- Exercise goal: Those lines of the records that contain "route" are to be located and copied.

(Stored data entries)
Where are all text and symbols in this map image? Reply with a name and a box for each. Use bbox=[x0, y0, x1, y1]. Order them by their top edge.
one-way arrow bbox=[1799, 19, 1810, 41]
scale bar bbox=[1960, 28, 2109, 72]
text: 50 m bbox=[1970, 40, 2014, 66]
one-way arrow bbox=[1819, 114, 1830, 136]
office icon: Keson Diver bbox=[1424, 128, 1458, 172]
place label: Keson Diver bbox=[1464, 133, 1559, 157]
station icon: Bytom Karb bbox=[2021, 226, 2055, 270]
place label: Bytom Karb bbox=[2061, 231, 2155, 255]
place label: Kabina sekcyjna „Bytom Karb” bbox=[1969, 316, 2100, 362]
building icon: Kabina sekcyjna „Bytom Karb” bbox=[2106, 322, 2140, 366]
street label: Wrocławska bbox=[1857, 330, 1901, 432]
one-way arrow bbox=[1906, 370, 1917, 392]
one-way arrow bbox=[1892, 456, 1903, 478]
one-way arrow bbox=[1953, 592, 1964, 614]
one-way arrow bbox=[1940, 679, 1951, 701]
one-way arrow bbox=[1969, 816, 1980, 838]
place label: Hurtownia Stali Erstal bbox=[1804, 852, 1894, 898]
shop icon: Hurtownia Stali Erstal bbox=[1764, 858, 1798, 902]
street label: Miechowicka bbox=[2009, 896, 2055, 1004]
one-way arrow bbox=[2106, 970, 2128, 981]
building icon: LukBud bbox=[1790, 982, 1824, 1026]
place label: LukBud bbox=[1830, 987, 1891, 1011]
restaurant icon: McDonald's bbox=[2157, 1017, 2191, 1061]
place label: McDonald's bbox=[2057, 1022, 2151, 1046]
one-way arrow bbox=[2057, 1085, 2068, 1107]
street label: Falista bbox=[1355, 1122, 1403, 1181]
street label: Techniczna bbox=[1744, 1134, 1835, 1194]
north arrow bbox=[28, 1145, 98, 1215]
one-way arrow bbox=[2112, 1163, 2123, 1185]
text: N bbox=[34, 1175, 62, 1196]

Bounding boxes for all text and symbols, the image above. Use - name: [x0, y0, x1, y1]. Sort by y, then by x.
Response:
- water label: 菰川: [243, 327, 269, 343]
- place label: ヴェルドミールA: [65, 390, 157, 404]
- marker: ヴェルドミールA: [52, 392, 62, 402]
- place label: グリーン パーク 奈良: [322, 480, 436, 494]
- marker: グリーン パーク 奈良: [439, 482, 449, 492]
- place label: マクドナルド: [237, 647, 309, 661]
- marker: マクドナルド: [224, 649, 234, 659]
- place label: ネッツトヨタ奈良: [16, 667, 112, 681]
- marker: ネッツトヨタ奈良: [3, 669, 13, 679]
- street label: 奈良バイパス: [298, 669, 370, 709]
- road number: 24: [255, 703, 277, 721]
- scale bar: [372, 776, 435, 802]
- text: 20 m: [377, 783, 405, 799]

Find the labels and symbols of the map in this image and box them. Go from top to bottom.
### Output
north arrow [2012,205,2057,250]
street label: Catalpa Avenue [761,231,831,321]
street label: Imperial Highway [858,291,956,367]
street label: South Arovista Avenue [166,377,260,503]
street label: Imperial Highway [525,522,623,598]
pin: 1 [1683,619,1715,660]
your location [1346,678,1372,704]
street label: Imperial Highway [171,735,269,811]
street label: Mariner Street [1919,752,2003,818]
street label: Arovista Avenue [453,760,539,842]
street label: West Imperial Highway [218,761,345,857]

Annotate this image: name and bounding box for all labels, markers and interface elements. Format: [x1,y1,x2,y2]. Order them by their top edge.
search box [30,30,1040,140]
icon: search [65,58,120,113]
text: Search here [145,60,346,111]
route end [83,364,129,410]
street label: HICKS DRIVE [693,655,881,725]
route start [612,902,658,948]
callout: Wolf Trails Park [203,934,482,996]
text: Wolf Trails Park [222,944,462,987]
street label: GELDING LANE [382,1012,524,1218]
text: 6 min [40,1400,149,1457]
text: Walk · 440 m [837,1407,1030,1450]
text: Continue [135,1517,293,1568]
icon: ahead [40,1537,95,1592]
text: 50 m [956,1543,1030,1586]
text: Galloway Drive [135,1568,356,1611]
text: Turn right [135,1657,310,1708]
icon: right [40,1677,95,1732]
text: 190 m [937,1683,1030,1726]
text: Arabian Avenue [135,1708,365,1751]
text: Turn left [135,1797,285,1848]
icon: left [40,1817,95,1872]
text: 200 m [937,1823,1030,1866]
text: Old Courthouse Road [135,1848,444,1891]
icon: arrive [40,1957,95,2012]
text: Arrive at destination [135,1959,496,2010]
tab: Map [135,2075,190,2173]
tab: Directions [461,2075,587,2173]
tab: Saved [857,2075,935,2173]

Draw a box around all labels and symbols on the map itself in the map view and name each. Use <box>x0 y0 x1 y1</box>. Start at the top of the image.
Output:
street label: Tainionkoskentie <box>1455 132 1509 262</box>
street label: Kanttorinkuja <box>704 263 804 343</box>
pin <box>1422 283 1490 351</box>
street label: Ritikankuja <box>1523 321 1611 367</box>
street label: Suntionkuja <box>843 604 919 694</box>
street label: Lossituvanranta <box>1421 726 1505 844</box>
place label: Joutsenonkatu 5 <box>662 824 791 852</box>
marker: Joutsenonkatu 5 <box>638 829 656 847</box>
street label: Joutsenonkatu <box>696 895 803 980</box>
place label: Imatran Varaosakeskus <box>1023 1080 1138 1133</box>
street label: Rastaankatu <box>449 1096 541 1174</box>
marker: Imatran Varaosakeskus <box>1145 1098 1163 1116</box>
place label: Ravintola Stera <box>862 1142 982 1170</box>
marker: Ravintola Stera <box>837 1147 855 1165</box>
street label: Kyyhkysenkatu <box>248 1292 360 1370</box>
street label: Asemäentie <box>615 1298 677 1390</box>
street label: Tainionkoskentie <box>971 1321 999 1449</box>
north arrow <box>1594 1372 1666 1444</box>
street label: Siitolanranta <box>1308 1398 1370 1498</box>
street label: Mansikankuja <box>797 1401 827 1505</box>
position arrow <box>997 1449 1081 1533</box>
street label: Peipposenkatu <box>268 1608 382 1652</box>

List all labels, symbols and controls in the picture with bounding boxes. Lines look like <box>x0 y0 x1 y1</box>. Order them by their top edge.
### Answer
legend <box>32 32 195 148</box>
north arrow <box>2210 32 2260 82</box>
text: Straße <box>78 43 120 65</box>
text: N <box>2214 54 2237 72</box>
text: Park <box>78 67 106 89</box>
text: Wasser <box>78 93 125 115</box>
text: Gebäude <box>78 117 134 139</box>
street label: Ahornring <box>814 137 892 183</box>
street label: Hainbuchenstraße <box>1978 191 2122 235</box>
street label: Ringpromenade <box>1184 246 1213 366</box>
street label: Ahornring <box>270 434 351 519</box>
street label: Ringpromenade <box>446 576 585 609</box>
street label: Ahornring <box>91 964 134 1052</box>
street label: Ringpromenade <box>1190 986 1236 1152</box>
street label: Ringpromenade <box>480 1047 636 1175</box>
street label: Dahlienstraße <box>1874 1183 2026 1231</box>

- Solution for this exercise:
route end [83,364,129,410]
route start [612,902,658,948]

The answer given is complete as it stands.